◆ **TASK REQUIREMENTS**
Whenever a line of the records below contains the word "drop", copy that line.

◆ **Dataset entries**

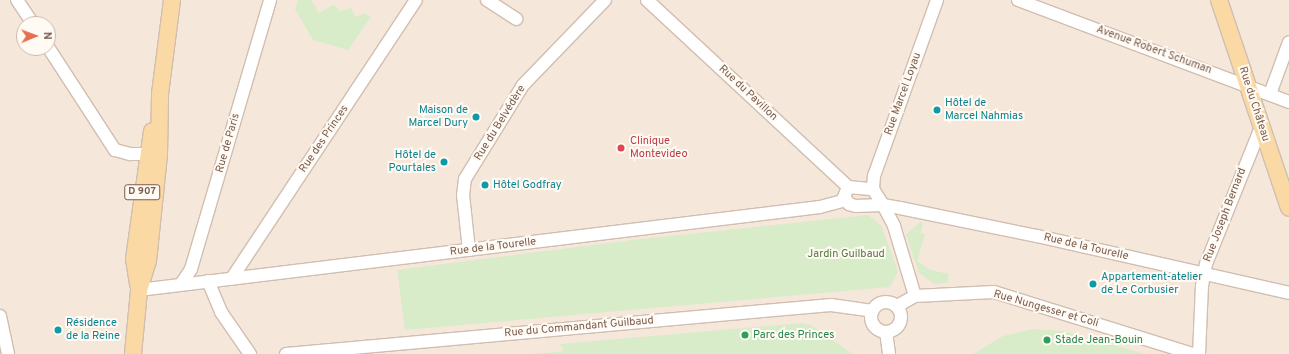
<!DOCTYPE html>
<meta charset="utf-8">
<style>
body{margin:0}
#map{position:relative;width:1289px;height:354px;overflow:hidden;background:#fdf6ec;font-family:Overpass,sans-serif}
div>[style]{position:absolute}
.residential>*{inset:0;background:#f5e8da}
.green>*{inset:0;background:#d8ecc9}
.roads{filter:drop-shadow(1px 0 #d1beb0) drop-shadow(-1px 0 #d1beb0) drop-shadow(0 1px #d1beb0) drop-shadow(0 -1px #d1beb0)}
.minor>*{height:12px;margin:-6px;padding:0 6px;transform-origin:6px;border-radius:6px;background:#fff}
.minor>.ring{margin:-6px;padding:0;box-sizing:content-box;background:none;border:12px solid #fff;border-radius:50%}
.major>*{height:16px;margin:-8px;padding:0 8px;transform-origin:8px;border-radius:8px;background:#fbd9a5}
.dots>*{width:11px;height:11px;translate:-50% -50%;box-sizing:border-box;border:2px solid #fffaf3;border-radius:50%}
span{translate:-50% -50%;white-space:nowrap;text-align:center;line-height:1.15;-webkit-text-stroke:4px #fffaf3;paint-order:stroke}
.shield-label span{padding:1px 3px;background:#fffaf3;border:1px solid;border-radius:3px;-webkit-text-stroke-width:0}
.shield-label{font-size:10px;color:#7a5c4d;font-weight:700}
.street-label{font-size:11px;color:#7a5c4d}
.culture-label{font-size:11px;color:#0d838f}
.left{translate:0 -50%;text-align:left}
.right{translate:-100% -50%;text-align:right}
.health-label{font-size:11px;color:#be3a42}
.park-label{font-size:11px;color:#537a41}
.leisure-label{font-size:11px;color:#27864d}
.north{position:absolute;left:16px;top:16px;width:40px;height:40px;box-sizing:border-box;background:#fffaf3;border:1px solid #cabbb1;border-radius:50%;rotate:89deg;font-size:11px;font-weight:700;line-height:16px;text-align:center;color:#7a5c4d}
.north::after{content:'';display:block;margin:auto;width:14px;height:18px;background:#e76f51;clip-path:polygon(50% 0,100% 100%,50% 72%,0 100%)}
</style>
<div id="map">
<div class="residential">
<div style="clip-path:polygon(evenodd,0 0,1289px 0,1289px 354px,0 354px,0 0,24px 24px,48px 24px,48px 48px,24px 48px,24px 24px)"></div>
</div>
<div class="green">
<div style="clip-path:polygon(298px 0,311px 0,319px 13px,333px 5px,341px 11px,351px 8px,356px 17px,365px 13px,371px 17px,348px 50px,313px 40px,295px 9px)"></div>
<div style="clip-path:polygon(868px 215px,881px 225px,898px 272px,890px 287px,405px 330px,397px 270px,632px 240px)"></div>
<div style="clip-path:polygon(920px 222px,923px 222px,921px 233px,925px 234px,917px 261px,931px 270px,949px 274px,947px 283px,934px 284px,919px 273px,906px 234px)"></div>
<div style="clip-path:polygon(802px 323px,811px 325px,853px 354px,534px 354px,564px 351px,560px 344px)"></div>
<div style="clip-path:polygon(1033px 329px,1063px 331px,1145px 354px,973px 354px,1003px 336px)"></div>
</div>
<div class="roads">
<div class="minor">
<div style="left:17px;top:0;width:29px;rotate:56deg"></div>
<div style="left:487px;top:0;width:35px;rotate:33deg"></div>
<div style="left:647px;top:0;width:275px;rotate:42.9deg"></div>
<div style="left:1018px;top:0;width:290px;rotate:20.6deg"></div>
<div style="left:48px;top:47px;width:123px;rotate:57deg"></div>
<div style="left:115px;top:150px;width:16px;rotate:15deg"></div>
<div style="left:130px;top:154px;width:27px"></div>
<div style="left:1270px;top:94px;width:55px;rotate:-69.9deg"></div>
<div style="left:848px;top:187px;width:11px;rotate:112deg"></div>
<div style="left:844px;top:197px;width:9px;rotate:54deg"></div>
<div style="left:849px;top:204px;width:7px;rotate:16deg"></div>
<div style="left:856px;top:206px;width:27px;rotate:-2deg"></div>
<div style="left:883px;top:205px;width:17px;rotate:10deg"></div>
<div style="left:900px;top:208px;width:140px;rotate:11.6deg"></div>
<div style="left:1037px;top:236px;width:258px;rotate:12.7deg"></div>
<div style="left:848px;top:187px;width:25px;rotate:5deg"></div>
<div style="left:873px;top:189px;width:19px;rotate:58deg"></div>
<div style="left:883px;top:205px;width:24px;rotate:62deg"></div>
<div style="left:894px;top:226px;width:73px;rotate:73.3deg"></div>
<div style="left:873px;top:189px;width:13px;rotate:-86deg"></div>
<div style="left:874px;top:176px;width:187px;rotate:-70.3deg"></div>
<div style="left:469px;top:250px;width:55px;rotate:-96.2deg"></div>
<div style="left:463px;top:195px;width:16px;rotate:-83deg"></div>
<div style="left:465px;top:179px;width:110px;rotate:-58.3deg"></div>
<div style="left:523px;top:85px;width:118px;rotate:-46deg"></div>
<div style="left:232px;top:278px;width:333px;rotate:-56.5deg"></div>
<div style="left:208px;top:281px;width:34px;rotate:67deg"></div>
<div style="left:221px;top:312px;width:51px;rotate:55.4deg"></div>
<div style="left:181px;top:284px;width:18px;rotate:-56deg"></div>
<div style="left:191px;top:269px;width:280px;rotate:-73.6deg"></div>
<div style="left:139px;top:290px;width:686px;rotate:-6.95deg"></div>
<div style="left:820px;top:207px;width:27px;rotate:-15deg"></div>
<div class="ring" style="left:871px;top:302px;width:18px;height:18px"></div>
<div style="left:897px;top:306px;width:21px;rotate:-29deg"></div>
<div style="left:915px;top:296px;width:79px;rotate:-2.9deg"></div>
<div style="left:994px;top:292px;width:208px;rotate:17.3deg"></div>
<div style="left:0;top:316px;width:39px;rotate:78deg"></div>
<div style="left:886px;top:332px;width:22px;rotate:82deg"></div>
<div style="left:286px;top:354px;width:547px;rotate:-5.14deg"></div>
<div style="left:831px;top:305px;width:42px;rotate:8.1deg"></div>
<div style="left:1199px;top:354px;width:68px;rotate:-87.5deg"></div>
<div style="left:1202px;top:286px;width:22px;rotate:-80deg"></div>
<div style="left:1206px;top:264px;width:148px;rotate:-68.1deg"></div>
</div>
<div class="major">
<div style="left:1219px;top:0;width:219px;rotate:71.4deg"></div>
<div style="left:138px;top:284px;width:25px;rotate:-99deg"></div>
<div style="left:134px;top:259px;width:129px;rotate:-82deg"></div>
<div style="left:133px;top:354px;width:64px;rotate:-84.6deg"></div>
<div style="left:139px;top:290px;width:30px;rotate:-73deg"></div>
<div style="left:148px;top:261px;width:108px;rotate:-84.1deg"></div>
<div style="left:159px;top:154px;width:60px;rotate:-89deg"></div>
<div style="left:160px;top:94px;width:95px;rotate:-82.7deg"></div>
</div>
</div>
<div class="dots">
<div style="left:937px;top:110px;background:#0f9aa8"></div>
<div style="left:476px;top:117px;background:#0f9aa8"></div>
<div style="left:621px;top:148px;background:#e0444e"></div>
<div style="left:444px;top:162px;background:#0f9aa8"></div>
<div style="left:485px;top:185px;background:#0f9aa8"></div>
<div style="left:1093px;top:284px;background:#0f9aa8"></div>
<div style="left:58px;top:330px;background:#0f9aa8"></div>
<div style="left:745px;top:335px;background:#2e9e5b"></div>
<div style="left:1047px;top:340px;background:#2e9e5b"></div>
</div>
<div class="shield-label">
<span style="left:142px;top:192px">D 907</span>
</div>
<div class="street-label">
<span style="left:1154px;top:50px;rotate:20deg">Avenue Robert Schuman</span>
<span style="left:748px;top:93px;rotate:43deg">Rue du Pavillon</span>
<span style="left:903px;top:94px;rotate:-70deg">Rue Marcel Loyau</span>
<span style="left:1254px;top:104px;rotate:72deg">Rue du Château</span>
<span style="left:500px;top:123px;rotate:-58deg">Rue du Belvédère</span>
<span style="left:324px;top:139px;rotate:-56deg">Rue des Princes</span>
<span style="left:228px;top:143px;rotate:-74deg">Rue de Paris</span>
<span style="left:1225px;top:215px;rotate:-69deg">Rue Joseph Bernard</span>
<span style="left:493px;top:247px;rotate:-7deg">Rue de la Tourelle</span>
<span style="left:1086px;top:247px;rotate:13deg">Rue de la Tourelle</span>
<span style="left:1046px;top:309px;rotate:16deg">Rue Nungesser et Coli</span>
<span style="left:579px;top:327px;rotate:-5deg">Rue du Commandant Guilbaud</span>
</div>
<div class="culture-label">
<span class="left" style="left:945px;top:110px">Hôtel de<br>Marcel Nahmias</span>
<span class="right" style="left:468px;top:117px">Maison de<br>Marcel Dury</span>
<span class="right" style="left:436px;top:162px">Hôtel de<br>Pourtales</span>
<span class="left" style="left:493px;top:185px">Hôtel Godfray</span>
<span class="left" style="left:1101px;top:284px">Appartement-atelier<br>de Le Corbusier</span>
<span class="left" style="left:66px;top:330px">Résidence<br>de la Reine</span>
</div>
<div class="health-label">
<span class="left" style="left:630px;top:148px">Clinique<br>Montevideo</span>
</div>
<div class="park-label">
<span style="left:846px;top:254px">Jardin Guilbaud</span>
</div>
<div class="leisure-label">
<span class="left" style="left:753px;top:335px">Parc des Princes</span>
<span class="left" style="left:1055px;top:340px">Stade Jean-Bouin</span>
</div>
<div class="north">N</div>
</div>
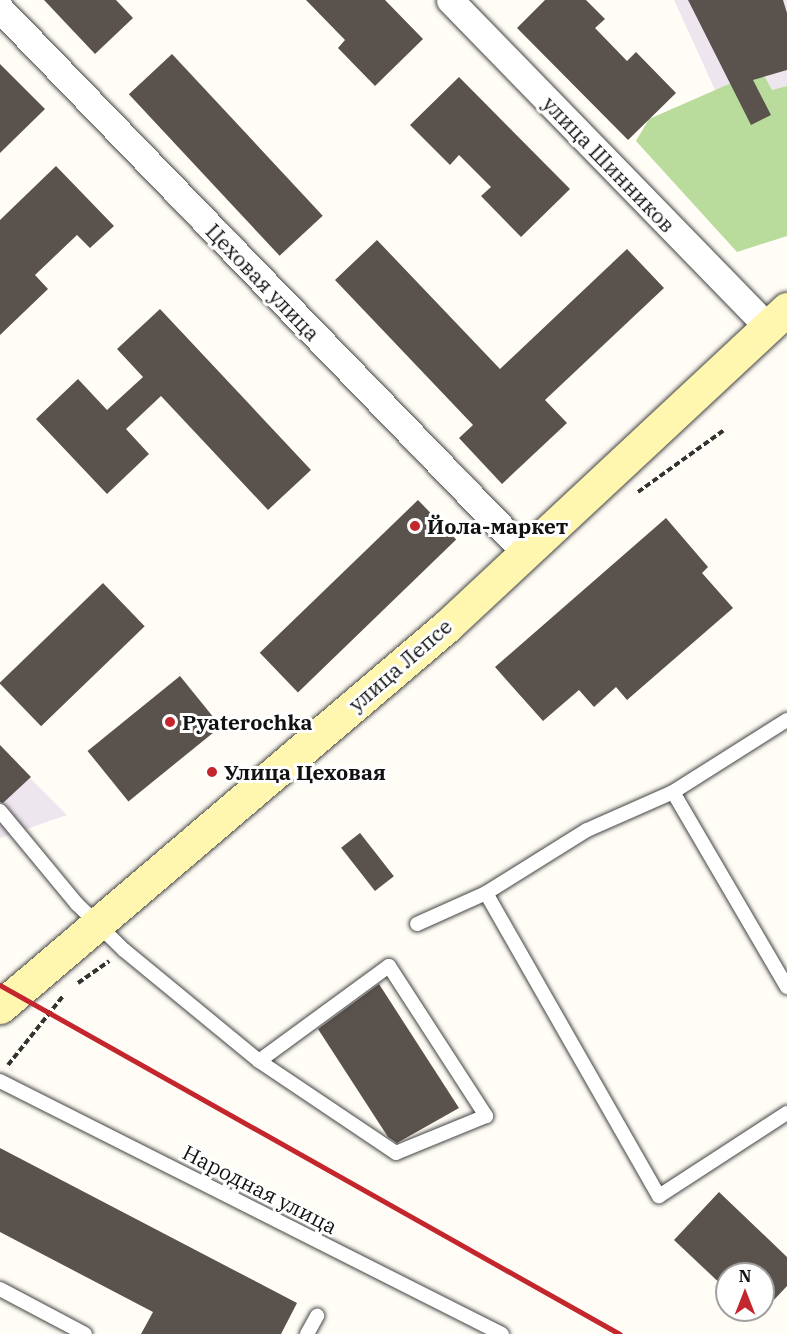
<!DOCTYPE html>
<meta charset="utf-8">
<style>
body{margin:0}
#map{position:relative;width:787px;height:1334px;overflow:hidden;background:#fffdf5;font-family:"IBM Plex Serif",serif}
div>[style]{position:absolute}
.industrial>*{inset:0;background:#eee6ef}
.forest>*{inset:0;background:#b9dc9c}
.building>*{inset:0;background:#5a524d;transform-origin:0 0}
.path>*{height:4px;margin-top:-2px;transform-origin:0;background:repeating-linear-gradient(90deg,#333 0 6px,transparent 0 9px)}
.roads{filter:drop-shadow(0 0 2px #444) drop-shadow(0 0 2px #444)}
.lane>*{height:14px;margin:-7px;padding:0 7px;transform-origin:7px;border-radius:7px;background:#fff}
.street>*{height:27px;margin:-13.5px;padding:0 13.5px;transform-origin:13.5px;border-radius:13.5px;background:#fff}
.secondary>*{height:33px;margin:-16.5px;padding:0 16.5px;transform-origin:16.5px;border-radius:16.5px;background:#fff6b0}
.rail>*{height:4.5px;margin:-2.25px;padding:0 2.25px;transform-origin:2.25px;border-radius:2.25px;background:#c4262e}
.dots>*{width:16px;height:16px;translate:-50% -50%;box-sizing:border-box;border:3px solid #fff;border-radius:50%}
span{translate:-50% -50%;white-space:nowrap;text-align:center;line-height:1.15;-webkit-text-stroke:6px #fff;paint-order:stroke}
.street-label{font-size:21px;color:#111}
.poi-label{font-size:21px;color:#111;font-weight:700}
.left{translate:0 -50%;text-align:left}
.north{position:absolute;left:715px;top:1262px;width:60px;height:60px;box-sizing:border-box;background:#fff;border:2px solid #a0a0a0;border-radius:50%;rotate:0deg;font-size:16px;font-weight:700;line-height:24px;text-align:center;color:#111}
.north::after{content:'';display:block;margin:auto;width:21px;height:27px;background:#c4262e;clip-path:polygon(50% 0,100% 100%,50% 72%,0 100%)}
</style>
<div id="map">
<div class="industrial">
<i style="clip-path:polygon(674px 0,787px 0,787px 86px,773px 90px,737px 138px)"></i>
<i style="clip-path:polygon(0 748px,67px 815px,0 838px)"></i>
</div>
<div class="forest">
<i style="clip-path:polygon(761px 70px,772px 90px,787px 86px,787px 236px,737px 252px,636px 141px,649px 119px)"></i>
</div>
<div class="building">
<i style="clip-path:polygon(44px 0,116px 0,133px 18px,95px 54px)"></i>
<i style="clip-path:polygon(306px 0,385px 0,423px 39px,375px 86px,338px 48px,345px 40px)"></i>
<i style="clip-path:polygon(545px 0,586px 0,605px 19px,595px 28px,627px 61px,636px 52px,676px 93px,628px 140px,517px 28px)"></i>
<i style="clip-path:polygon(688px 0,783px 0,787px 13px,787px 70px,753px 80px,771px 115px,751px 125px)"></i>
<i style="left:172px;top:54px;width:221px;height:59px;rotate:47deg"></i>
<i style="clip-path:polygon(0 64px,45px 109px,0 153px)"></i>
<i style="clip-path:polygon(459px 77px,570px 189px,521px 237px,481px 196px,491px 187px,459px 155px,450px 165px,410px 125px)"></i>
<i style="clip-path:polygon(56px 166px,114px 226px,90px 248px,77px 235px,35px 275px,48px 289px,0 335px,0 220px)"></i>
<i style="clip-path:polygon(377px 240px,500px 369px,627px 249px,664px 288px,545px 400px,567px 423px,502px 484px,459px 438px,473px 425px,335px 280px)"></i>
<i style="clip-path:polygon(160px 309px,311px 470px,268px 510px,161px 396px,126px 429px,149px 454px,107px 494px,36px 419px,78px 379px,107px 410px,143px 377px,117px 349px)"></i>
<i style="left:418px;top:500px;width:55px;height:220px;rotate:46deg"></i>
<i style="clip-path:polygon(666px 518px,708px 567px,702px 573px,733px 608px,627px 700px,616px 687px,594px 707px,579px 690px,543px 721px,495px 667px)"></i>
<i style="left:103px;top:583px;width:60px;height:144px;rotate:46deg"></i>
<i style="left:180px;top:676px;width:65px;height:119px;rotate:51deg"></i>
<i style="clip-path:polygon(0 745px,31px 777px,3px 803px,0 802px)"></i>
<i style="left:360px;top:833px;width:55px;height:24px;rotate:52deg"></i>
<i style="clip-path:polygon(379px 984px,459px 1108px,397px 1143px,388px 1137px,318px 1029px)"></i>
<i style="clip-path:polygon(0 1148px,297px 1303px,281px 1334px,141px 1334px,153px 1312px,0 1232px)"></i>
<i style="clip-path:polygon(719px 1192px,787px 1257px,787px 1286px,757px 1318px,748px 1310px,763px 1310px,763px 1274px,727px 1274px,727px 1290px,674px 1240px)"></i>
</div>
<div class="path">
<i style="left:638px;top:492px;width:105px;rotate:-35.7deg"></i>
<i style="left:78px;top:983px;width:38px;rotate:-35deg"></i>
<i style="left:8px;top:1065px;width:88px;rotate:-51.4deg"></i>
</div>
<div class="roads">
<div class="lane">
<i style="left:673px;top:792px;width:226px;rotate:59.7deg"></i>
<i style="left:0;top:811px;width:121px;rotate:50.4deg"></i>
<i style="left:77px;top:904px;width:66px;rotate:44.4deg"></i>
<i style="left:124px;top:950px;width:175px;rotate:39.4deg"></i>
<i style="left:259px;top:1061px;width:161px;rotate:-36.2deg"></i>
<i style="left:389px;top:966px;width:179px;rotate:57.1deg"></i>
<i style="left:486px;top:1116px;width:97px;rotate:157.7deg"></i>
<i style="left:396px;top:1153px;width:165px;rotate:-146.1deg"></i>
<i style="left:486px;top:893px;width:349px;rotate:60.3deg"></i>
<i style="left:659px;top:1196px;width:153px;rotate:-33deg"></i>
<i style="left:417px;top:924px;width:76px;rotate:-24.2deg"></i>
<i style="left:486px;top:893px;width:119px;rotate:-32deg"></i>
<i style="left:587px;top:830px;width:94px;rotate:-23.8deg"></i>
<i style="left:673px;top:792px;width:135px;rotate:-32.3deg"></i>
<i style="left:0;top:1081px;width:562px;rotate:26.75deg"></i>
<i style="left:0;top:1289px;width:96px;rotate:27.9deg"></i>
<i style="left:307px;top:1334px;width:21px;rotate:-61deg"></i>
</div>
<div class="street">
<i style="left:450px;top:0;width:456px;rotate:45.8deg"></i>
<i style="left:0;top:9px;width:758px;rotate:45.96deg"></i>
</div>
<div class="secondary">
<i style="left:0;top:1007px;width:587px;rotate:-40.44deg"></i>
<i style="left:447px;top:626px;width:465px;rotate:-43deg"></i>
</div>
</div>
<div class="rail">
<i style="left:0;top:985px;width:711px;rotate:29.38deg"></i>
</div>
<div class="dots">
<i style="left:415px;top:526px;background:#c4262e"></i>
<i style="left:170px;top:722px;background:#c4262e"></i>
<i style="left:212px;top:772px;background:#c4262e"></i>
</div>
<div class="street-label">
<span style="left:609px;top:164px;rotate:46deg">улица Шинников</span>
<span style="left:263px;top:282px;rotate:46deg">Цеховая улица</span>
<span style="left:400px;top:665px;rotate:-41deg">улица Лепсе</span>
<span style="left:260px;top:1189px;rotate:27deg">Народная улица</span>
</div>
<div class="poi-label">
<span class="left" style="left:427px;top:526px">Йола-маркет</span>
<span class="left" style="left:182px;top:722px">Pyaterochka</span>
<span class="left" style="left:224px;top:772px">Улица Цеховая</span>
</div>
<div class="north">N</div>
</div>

◆ **ANSWER BOX**
.roads{filter:drop-shadow(1px 0 #d1beb0) drop-shadow(-1px 0 #d1beb0) drop-shadow(0 1px #d1beb0) drop-shadow(0 -1px #d1beb0)}
.roads{filter:drop-shadow(0 0 2px #444) drop-shadow(0 0 2px #444)}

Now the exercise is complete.